[RECORDS FOR THIS TASK Boundary: Start]

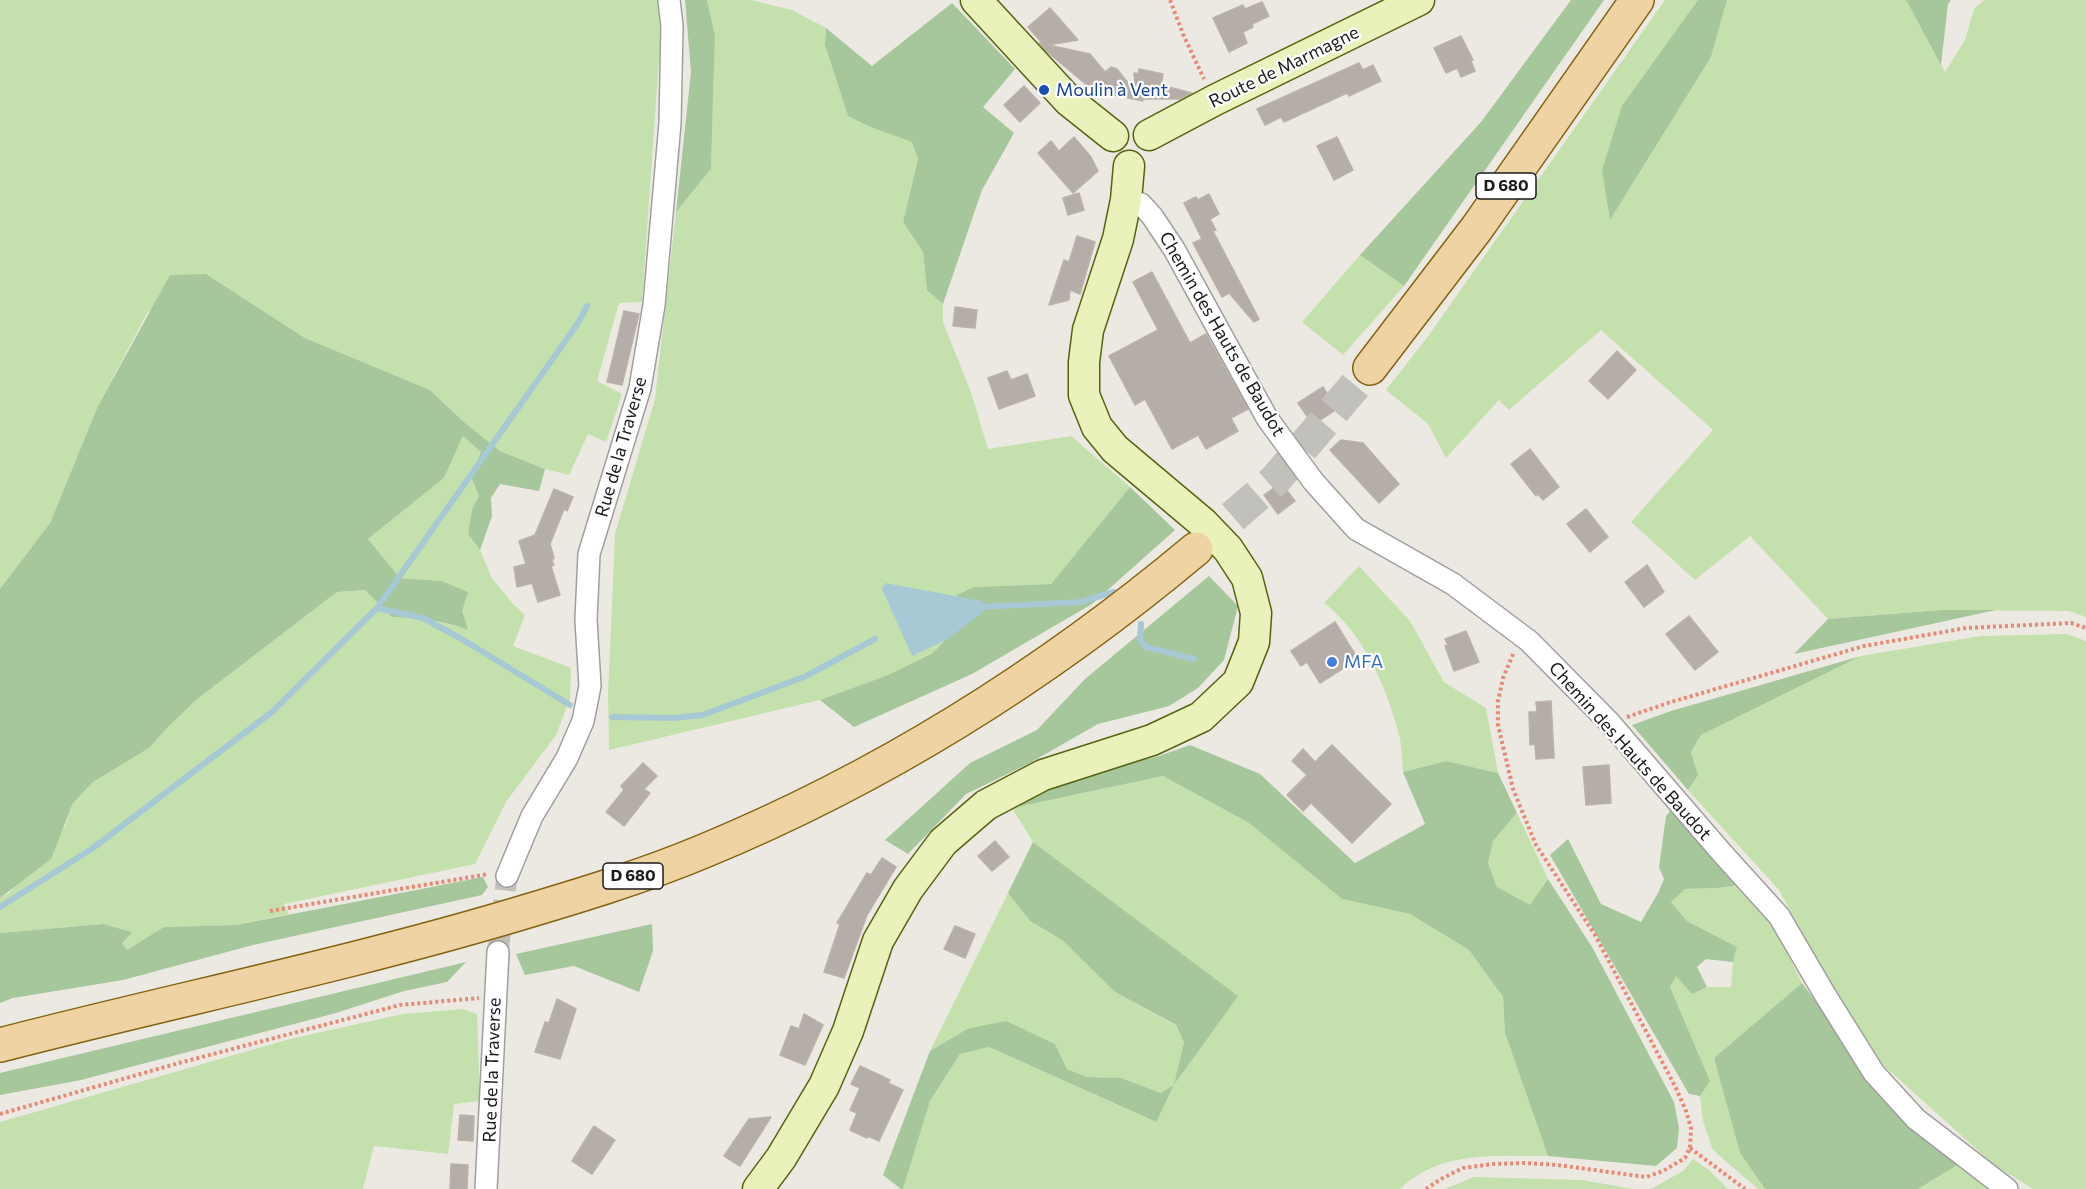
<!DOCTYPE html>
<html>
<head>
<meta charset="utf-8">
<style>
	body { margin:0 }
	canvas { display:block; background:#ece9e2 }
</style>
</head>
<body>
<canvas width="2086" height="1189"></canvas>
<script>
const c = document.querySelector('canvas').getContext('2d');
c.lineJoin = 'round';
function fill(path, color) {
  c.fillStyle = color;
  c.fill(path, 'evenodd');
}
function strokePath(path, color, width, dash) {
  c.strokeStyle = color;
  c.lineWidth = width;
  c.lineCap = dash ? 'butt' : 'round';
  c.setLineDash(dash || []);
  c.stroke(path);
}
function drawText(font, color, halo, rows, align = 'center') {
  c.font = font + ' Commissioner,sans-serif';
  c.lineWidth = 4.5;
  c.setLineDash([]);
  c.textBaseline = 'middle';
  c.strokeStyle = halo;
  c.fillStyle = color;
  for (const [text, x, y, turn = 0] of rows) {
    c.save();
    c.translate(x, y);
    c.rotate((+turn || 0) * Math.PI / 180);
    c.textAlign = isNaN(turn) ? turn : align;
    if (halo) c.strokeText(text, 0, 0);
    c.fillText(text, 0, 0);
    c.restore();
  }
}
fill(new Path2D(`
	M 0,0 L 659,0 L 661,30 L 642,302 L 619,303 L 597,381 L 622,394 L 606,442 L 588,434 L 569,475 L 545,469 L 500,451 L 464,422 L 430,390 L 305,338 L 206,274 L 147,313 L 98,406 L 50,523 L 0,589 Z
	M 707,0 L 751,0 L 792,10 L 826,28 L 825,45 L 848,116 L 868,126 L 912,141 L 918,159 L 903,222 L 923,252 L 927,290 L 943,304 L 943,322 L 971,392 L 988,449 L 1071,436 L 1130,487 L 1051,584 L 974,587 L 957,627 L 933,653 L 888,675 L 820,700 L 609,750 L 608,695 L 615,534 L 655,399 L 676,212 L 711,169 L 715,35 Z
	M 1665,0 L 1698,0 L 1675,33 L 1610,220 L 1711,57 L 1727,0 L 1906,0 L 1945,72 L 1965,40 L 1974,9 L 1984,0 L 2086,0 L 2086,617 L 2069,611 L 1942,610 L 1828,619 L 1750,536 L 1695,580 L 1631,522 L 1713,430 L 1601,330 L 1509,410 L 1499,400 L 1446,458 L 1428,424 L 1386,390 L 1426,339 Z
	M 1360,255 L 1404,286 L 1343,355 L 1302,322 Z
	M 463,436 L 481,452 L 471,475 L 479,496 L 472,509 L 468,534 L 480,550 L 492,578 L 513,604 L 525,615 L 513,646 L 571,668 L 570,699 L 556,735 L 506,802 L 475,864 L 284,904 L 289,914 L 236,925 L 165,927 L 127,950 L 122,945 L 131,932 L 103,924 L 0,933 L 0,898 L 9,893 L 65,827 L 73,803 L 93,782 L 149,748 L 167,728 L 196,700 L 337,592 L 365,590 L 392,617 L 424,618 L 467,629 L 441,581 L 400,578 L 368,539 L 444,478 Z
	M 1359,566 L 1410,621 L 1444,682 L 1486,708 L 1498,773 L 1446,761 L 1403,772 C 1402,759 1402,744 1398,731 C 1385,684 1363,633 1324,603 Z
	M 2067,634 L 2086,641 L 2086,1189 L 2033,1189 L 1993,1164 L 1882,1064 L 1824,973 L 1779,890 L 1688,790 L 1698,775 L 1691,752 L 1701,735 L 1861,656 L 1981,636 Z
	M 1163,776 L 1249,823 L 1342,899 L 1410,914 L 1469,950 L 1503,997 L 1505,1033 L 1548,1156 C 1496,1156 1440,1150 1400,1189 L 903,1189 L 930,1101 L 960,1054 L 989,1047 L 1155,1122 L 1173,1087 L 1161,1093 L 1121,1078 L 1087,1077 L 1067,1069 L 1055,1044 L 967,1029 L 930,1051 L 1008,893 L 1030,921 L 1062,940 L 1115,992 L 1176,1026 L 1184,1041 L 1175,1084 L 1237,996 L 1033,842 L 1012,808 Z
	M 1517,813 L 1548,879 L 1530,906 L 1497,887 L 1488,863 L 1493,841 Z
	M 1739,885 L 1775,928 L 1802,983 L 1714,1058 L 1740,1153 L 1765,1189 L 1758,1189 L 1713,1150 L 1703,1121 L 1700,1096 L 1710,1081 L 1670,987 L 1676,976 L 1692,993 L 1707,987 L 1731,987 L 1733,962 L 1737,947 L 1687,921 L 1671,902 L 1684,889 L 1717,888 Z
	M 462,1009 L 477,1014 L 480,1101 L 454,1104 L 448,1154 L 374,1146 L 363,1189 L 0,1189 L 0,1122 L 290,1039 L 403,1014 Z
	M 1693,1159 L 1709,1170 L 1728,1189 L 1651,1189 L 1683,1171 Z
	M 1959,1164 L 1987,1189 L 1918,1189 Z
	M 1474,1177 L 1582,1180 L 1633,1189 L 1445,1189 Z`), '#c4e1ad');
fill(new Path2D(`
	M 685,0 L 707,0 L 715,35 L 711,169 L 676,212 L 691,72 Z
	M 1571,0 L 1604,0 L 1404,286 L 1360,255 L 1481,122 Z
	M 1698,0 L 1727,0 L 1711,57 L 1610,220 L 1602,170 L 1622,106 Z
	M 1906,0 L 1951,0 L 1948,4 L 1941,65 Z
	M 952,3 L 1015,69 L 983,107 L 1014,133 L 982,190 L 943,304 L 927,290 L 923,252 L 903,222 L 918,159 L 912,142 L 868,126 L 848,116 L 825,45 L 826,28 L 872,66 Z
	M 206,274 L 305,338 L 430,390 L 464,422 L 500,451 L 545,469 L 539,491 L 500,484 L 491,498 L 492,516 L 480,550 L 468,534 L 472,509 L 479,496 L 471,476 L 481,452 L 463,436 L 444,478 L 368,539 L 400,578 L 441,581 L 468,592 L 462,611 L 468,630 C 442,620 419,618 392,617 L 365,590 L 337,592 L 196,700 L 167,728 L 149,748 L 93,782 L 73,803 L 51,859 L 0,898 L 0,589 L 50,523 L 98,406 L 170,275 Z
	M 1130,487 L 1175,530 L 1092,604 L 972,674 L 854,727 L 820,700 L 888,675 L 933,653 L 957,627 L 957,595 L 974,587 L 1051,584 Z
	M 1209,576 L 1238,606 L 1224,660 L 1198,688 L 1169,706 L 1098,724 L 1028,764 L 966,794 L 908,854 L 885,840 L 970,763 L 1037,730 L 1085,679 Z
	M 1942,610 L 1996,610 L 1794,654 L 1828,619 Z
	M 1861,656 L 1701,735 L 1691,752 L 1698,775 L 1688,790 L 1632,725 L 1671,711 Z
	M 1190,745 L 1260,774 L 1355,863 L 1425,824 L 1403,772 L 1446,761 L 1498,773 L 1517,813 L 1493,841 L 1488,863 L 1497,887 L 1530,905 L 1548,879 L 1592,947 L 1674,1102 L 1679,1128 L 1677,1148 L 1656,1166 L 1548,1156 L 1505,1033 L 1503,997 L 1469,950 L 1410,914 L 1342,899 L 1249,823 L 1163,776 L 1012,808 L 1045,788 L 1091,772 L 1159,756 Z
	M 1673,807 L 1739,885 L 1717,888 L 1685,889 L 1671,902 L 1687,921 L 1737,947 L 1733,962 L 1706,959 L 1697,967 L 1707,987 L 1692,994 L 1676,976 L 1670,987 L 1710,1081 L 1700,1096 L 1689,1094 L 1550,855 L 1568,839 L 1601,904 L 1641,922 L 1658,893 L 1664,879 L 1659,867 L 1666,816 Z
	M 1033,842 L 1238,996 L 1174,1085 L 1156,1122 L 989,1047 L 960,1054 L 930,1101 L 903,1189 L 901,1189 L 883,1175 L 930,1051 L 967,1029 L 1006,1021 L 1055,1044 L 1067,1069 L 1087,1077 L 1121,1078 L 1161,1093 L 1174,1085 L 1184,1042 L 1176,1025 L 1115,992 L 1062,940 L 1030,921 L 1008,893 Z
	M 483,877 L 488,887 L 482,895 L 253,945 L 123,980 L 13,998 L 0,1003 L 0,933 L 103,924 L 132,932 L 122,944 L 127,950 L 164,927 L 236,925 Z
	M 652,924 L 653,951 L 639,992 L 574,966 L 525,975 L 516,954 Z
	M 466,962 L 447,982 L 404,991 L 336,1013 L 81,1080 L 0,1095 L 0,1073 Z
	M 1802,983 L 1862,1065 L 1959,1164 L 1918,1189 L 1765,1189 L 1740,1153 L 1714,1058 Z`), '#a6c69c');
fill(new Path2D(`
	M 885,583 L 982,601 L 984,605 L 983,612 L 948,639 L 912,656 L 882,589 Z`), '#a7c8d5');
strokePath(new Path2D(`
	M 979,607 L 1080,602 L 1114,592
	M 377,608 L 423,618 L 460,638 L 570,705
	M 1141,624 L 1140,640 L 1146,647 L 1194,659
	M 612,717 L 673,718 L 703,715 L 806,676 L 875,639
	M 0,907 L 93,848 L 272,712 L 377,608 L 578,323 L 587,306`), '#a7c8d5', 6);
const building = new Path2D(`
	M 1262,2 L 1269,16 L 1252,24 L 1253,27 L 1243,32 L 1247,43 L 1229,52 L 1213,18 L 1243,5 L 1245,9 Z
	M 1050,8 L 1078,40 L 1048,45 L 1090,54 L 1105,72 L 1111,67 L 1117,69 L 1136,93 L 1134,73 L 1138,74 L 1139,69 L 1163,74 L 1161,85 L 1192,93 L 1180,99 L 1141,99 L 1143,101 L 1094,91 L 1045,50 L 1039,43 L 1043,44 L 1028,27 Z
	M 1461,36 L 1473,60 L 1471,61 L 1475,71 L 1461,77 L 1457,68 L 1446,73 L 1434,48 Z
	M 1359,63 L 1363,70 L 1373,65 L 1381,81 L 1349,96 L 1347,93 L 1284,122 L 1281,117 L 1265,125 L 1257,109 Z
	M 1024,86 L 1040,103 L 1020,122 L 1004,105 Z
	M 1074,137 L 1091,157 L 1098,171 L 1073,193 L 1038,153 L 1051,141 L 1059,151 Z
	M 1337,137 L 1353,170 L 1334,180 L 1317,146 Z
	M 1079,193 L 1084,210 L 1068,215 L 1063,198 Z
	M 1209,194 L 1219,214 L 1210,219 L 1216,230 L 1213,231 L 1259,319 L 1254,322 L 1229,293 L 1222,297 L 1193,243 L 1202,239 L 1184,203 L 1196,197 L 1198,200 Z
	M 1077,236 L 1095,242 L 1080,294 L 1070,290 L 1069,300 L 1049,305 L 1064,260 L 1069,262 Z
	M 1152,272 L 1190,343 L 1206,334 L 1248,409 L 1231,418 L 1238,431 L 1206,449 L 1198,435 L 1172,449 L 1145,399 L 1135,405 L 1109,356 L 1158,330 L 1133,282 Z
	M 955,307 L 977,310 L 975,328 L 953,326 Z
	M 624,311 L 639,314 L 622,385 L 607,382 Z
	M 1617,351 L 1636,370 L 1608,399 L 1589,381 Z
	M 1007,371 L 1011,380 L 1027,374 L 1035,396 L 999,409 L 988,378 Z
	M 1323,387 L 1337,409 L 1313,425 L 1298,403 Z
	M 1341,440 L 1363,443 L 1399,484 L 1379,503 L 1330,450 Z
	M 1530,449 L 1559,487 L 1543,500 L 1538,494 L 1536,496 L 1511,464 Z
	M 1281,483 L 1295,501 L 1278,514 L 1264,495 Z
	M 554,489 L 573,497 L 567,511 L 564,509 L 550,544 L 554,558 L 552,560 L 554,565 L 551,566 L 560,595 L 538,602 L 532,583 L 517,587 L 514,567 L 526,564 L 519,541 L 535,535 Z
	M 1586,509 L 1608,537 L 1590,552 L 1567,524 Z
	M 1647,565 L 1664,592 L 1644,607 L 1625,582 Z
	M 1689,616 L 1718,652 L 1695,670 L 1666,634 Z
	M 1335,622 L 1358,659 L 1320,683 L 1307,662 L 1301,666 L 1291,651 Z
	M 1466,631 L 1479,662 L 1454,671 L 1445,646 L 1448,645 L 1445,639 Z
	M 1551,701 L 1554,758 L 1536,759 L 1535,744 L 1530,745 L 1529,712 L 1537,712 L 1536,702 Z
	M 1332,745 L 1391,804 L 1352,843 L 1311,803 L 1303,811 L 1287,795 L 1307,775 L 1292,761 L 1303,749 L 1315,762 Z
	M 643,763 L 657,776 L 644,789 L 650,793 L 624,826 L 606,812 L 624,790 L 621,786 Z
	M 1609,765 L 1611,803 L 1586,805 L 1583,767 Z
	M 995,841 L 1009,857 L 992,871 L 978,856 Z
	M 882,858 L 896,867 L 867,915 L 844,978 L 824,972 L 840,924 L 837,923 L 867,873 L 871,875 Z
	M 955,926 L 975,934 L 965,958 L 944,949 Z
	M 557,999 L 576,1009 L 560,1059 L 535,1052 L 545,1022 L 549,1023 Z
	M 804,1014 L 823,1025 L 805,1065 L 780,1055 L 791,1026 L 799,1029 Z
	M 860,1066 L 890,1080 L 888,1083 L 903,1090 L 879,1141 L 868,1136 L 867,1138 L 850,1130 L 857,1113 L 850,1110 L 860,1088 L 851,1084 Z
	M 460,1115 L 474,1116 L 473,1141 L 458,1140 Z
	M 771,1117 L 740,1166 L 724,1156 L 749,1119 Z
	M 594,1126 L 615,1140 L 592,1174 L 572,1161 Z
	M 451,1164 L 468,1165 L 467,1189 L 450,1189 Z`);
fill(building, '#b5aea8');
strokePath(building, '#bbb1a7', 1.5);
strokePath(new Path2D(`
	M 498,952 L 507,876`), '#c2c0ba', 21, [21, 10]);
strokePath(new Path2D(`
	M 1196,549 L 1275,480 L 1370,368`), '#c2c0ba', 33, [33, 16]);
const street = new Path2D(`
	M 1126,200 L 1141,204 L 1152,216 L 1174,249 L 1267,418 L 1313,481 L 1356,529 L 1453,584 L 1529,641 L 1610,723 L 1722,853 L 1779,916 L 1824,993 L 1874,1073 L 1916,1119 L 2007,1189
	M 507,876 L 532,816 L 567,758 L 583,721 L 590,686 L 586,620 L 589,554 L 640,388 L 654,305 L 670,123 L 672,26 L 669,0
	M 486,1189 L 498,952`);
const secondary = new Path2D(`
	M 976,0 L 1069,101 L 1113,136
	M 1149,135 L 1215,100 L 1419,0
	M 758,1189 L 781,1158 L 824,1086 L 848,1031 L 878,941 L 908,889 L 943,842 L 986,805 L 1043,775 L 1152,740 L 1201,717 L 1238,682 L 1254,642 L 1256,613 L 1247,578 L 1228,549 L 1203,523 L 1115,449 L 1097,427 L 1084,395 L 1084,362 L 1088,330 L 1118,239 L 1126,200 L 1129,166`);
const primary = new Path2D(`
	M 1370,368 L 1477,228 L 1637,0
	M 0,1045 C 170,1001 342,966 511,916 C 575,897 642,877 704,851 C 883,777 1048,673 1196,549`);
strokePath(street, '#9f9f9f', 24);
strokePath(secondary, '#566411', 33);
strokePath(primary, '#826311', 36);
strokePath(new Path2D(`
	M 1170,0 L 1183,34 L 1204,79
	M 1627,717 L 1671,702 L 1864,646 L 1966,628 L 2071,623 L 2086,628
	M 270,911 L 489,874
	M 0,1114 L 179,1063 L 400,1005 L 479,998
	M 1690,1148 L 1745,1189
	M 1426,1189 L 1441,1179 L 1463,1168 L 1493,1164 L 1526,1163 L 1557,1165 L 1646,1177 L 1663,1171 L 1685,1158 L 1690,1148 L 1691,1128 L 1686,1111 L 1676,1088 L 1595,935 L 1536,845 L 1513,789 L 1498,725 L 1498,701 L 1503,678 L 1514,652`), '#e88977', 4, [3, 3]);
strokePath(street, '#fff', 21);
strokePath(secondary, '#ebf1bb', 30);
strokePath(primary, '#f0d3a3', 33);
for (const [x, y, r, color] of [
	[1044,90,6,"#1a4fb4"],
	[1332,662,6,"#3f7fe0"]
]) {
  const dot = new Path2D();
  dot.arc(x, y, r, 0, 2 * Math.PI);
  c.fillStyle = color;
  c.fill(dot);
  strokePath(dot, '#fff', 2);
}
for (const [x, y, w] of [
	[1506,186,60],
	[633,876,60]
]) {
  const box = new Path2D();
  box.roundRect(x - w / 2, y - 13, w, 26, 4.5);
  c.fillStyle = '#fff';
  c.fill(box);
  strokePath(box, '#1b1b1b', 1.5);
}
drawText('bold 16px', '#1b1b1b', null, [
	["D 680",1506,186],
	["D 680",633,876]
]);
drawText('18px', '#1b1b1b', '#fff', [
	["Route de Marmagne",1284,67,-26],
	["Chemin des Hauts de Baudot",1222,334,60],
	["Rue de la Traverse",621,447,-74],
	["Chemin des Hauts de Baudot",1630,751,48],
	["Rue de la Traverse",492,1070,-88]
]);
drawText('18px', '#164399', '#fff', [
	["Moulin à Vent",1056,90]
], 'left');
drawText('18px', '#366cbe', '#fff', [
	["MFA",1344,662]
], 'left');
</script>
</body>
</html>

[RECORDS FOR THIS TASK Boundary: End]

ACTION ITEM: For the records above, state how many lines contain the string "strokeStyle", with no added text.

RESULT FOR THIS TASK: 2